REQUIRED ACTION -> Every record is to be printed exactly as written, and any picture in it is skipped.

[Saved data entries]

******************************

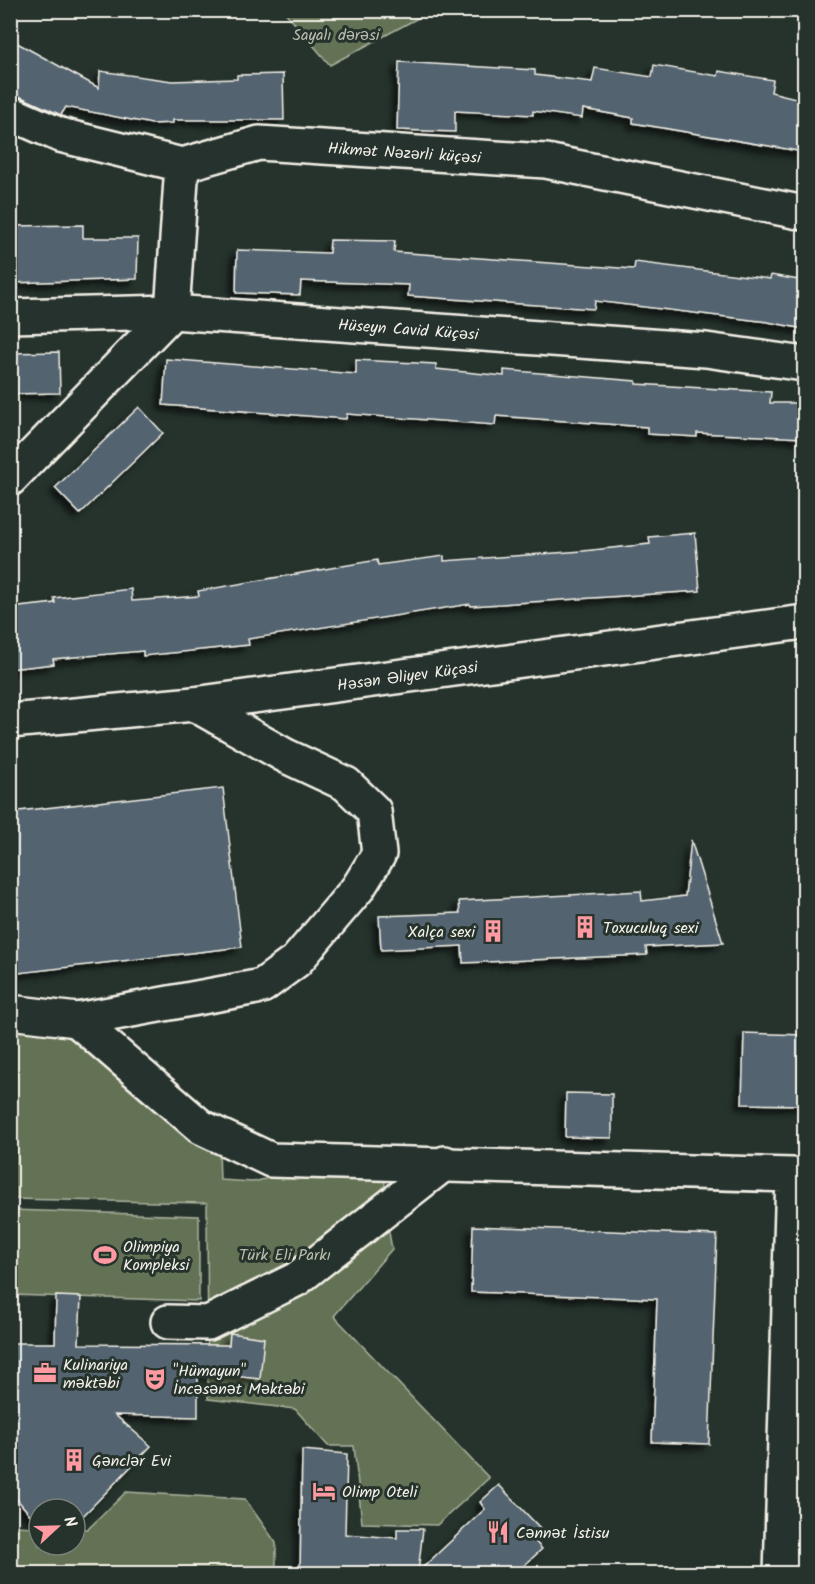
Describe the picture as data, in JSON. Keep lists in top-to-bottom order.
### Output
{
  "streets": {
    "street": ["Hikmət Nəzərli küçəsi", "Hüseyn Cavid Küçəsi", "Həsən Əliyev Küçəsi"]
  },
  "parks": ["Sayalı dərəsi", "Türk Eli Parkı"],
  "places": {
    "building": ["Toxuculuq sexi", "Xalça sexi", "Gənclər Evi"],
    "sports": ["Olimpiya Kompleksi"],
    "office": ["Kulinariya məktəbi"],
    "theatre": ["\"Hümayun\" İncəsənət Məktəbi"],
    "hotel": ["Olimp Oteli"],
    "restaurant": ["Cənnət İstisu"]
  },
  "north": "right"
}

******************************

ANSWER BELOW ->
Describe the picture as data, in JSON. Keep lists in top-to-bottom order.
### Output
{
  "streets": {
    "street": ["Hikmət Nəzərli küçəsi", "Hüseyn Cavid Küçəsi", "Həsən Əliyev Küçəsi"]
  },
  "parks": ["Sayalı dərəsi", "Türk Eli Parkı"],
  "places": {
    "building": ["Toxuculuq sexi", "Xalça sexi", "Gənclər Evi"],
    "sports": ["Olimpiya Kompleksi"],
    "office": ["Kulinariya məktəbi"],
    "theatre": ["\"Hümayun\" İncəsənət Məktəbi"],
    "hotel": ["Olimp Oteli"],
    "restaurant": ["Cənnət İstisu"]
  },
  "north": "right"
}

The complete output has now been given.